SPAGNOLE, TEDESCHE E INGLESI

La vera sorpresa, tuttavia, non è il risultato raggiunto dalle italiane, bensì quello mancato dalle squadre di Spagna e Inghilterra, nazioni che esprimono – insieme alla Germania – il calcio più cool del momento. Se i tedeschi hanno perso malamente per strada i campioni della Bundesliga (il Borussia Dortmund  che primeggia in campionato è tra le maggiori delusioni del torneo) e gli spagnoli hanno dovuto rinunciare al Valencia e al Villareal (rischio calcolato), gli inglesi sono sotto choc. Difficile, del resto, digerire l’uscita di scena di Manchester City e Manchester United, rispettivamente prima e seconda della Premier League. Non solo. Quella di Roberto Mancini è la squadra più costosa del mondo, con un monte ingaggi da far impallidire e con margini di crescita ancora da definire. L’era dello sceicco Mansour è iniziata da poco, la prematura eliminazione fa male, ma non è un dramma, specie se il City riuscisse a vincere il campionato. Diverso il discorso nell’altra metà di Manchester. L’uscita di scena dello United (finalista l’anno scorso e sempre qualificato dal 2005) è il sintomo della fine di un ciclo, quello trentennale di sir Alex Ferguson. Il girone era facile, ma i Red Devils hanno arrancato, rimediando una figuraccia. A Ferguson non importa: lui, malgrado i settant’anni sul groppone, ha detto che vuole continuare ancora per due/tre anni, ma se non dovesse vincere nulla il ritiro potrebbe essere anticipato. Insomma, il nuovo che avanza e la tradizione del calcio inglese sono fuori dai giochi, per lo sconforto di una città che soffre ancor più alla luce delle qualificazioni degli odiati club londinesi: Arsenal e Chelsea, infatti, vanno avanti. Con loro le speranze del movimento più ricco e incensato del pianeta.

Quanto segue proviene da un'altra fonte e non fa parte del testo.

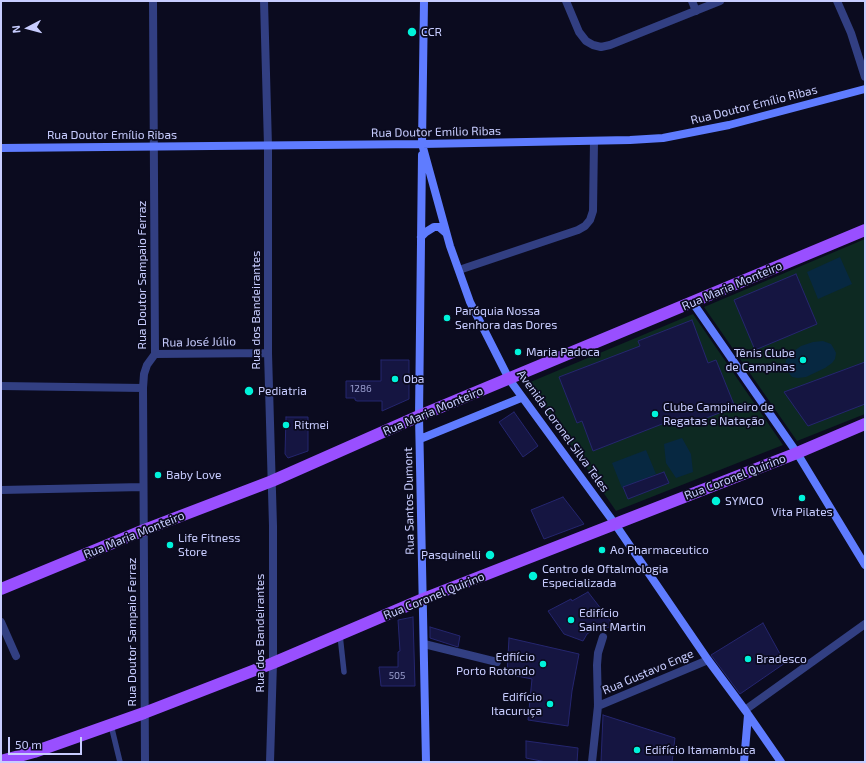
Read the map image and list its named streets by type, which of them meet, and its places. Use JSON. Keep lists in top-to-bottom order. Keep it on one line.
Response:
{"streets":{"main road":["Rua Maria Monteiro","Rua Coronel Quirino"],"street":["Rua Doutor Emílio Ribas","Rua Doutor Sampaio Ferraz","Rua dos Bandeirantes","Rua José Júlio","Avenida Coronel Silva Teles","Rua Santos Dumont","Rua Gustavo Enge"]},"crossings":[["Rua Doutor Emílio Ribas","Rua Doutor Sampaio Ferraz"],["Rua Doutor Emílio Ribas","Rua dos Bandeirantes"],["Rua Doutor Emílio Ribas","Avenida Coronel Silva Teles"],["Rua Doutor Emílio Ribas","Rua Santos Dumont"],["Rua Doutor Sampaio Ferraz","Rua Maria Monteiro"],["Rua Doutor Sampaio Ferraz","Rua José Júlio"],["Rua Doutor Sampaio Ferraz","Rua Coronel Quirino"],["Rua Maria Monteiro","Rua dos Bandeirantes"],["Rua Maria Monteiro","Avenida Coronel Silva Teles"],["Rua Maria Monteiro","Rua Santos Dumont"],["Rua dos Bandeirantes","Rua José Júlio"],["Rua dos Bandeirantes","Rua Coronel Quirino"],["Avenida Coronel Silva Teles","Rua Coronel Quirino"],["Avenida Coronel Silva Teles","Rua Santos Dumont"],["Avenida Coronel Silva Teles","Rua Gustavo Enge"],["Rua Coronel Quirino","Rua Santos Dumont"]],"places":["CCR","Paróquia Nossa Senhora das Dores","Maria Padoca","Tênis Clube de Campinas","Oba","Pediatria","Clube Campineiro de Regatas e Natação","Ritmei","Baby Love","Vita Pilates","SYMCO","Life Fitness Store","Ao Pharmaceutico","Pasquinelli","Centro de Oftalmologia Especializada","Edifício Saint Martin","Bradesco","Edfiício Porto Rotondo","Edifício Itacuruça","Edifício Itamambuca"],"house_numbers":["1286","505"],"scale_bar":"50 m","north":"left"}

LA CURIOSITA’: I RECORD DEL GIRONE D

Tra le curiosità, da sottolineare gli alti e bassi del girone D, che ha espresso la squadra migliore e quella peggiore della prima fase del torneo. Tra le trentadue partecipanti, il team più scarso è stato senza ombra di smentita la Dinamo Zagabria: con sei sconfitte in sei partite, tre gol fatti e 22 subiti (-19 la differenza reti), i croati hanno stabilito un record per nulla invidiabile. Altro lato della stessa medaglia è il Real Madrid. Sei partite, sei vittorie, secondo miglior attacco (19 gol, uno in meno dell’odiato Barcellona) e difesa meno perforata (solo due gol subiti, per una differenza reti di +17), i blancos di Josè Mourinho si candidano a favorita principe per il successo finale. Lo dicono i numeri, che nel calcio sono fatti per essere smentiti. La dimostrazione arriva da Cipro…

MIRACOLO  A NICOSIA

Puntavi un euro, ne vincevi cento: per i bookmakers, la qualificazione dell’Apoel Nicosia era praticamente impossibile. Difficile dire il contrario: contro i campioni portoghesi del Porto, lo Zenit di Spalletti e lo Shakhtar Donetsk di Lucescu, i ciprioti erano l’anello debole di un girone in cui dovevano essere in gioco solo i primi tre posti. E’ successo l’esatto contrario. L’Apoel non solo si è qualificato, ma addirittura è arrivato davanti a tutti. Ingredienti del miracolo? Organizzazione tattica, stadio caldissimo e tanto, tanto entusiasmo. Nella storia della Champions League (e della Coppa dei Campioni) mai una squadra cipriota era arrivata così in alto. Ora agli ottavi tutti vogliono andare a Nicosia: ma siamo sicuri che giocare con l’Apoel sia una passeggiata?

CIOCCOLATO SVIZZERO

Mezzo miracolo anche quello del Basilea, capace di eliminare il Manchester United al termine di una gara al cardiopalmo. Gli svizzeri agli ottavi, tuttavia, non sono una novità assoluta, visto che hanno raggiunto lo stesso risultato anche nella stagione 2002/2003. Il girone in cui erano inseriti, inoltre, non li tagliava fuori in partenza: dietro ai Red Devils, dovevano giocarsi la qualificazione con il Benfica e i rumeni dell’Otetul Galati. Come dire: un’impresa difficile, ma non impossibile. E’ stata raggiunta con grande applicazione ed equilibrio tattico: in una parola, con la costanza, quella che è mancata al Manchester United.

BISCOTTO FRANCO-CROATO?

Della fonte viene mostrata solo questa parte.